Thanks to one-party control, California has the highest poverty rates in the nation, crummy schools, crumbling infrastructure, absurdly high housing prices, and high taxes and punitive regulations that send our residents fleeing to other states. These crises are the result of policy choices, not happenstance.
Despite Joe Biden's overwhelming victory in California, Republicans scored significant victories in down-ticket legislative and congressional races. Those wins, however, do not signify the party's sudden resurgence, as some Republican leaders would like us to believe.
Instead of developing a new strategy to recruit better candidates and promote more-appealing ideas, the party is likely to double down on its current approach because it worked (sort of). In this regard, winning may be more problematic in the long run than losing.
The fundamentals haven't changed. The GOP no longer is competitive in statewide constitutional races (governor, treasurer, secretary of state, etc.). Democrats control super-majorities in both houses, thus leaving Republicans with virtually no influence in Sacramento.
Not all of the Republican Party's problems are of its own making. Democrats widely outnumber Republicans and out-gun them financially, too. But Republicans can do a better job crafting a message to our state's increasingly nonpartisan and surprisingly libertarian-ish electorate.
California voters made remarkably sensible choices in statewide ballot measures. They rejected a massive property tax increase and rent control, said "no" to racial quotas, and gave Uber and Lyft exemptions to a draconian anti-contracting law. That shows that voters aren't incorrigibly progressive—and could be won over by a properly positioned GOP.
Nevertheless, after its interviews of Democratic and Republican candidates, this Editorial Board often found itself surprised by the overall quality of the local Democratic candidates even though it strongly disagreed with their viewpoints. Republican contenders often underwhelmed the board even though their views more closely aligned with its positions.

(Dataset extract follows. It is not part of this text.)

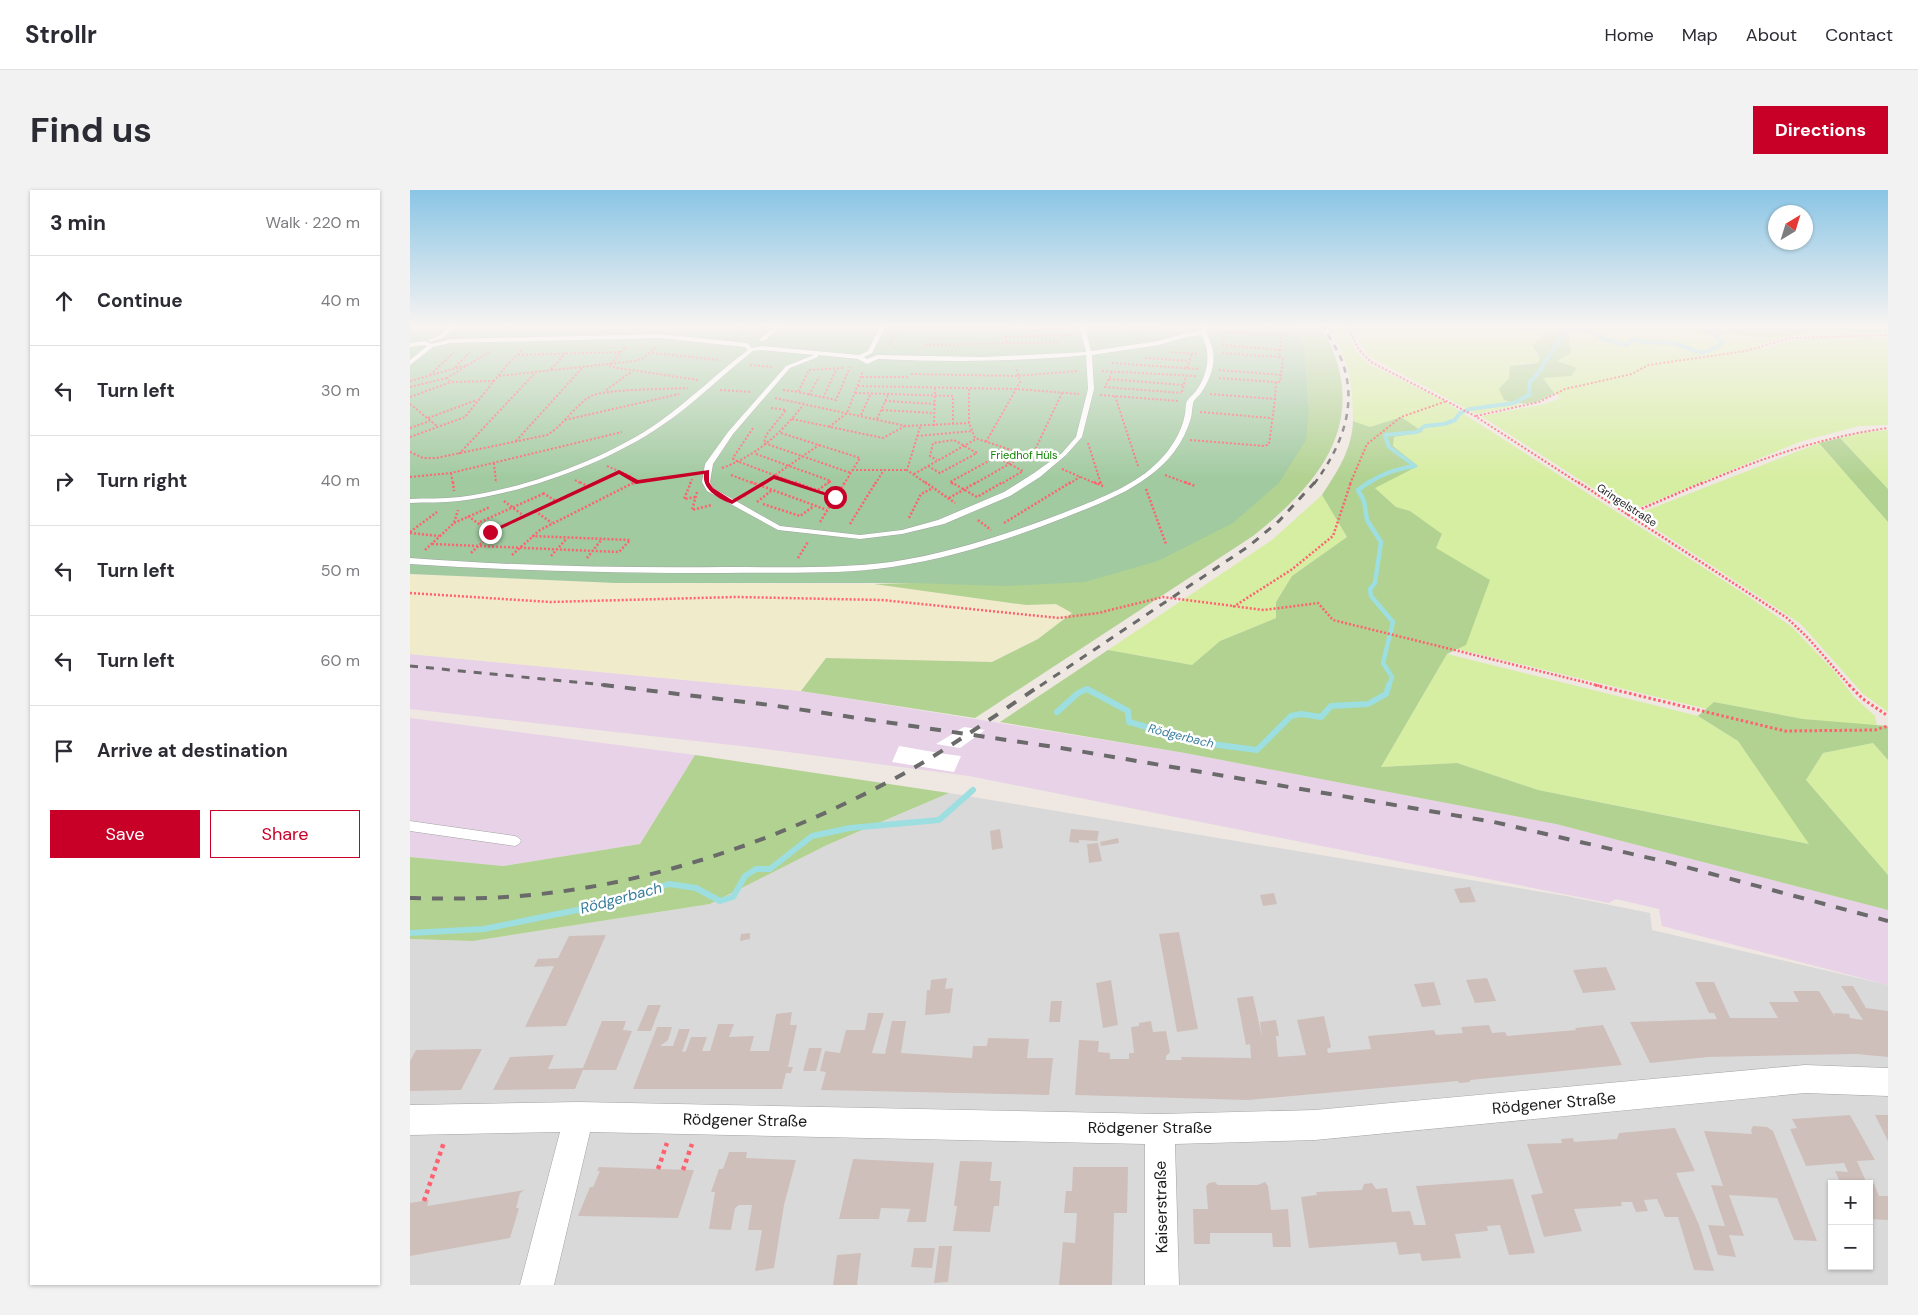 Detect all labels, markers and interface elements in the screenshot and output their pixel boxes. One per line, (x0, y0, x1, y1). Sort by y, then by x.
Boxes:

One example jumps to mind. This newspaper endorsed Greg Raths for the 45th congressional district race against Democrat Katie Porter—not because he seemed particularly thoughtful in his old-school Orange County conservative approach, but because Porter's progressive views were too far to the Left for what has become a politically competitive district.

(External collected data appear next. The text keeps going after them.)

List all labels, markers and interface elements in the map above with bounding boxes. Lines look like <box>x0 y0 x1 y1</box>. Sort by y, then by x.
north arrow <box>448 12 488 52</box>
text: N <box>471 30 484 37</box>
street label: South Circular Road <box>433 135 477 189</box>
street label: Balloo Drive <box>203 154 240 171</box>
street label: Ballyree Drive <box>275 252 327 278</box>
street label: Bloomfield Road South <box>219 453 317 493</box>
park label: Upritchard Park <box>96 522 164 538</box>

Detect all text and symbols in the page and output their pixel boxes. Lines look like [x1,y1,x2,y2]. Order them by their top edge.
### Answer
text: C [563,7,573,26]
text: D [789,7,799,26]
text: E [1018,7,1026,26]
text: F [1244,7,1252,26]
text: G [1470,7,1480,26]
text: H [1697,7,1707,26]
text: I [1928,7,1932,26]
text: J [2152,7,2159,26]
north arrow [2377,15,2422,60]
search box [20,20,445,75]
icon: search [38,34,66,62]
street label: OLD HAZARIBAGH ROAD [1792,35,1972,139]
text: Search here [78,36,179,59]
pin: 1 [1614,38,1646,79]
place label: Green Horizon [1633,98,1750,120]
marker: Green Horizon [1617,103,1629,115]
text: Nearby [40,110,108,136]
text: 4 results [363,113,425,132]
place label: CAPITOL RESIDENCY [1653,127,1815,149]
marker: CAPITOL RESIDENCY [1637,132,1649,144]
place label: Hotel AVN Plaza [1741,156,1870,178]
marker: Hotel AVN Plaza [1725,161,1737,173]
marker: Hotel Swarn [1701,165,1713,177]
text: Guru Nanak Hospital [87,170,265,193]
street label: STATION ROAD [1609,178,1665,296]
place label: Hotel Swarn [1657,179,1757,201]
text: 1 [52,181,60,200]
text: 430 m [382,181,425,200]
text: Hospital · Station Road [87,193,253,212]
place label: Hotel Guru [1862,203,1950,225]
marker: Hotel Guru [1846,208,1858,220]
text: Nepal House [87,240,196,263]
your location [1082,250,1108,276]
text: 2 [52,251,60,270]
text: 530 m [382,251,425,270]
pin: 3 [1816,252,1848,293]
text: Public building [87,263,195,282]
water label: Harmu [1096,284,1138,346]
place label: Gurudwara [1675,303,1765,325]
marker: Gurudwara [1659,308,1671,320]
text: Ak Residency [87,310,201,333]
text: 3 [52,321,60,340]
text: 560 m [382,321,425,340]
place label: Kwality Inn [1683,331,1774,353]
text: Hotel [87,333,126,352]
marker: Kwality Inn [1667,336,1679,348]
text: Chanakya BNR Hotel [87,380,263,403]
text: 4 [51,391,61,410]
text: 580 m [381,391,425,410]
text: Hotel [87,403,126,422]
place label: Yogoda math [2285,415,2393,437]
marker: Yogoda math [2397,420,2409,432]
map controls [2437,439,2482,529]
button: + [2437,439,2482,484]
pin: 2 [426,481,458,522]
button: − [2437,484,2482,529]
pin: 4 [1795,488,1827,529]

Not long after Raths received the endorsement, he blasted the Orange County Register in a campaign email, saying he doesn't subscribe because "the liberal media has become a wing of the Democrat party." He was angry the media didn't report on a photo of a mask-less Porter at a gathering—even though the photo was taken before the onset of the coronavirus. It was one of several boneheaded campaign stunts.
Yet Raths received an impressive 47 percent of the vote. The big question, from a future-of-the-GOP perspective, is whether the party is sufficiently encouraged by that close result to continue along its merry old way—or whether it realizes that it might win back that and other close seats if it starts recruiting candidates who are as sophisticated and thoughtful as Porter.
When the Register's editorial board asked Republican legislative candidates about their views on police reform, almost all of them offered simplistic law-and-order answers. They said they were against "defunding the police" (who isn't?) and refused to commit to modest, limited-government reforms such as reining in qualified immunity for misbehaving officers.
From a short-term political standpoint, I can't blame them for refusing to trigger the ire of the state's notoriously powerful police unions. State Sen. John Moorlach (R–Costa Mesa) is one of the California GOP's most principled politicians, and someone who embraced justice reforms and has repeatedly warned about the pension crisis. He lost his seat, after unions spent exorbitant amounts attacking him.
By contrast, Assemblyman Phillip Chen (R–Brea) handily won his re-election even though he was the co-sponsor of a cynical firefighter-union bill that largely forbids California cities from hiring new employees who aren't part of the state's budget-busting pension systems.
What do you suppose the party will learn from those two races? How many Republicans will put taxpayer interests above union interests now—even though California's biggest problems are the direct result of public-sector union influence? When Republicans co-sponsor these big-government bills, it's hard to see the benefit of electing them.
The GOP needs to embrace policies that hold the line on spending, rein in union influence, sensibly reform the criminal justice system and deal with the debt and pension crises. They need good candidates who can make that case to a public that seems unusually willing to listen. Unfortunately, I'd guess the party did just well enough in the last election to punt those discussions to another day.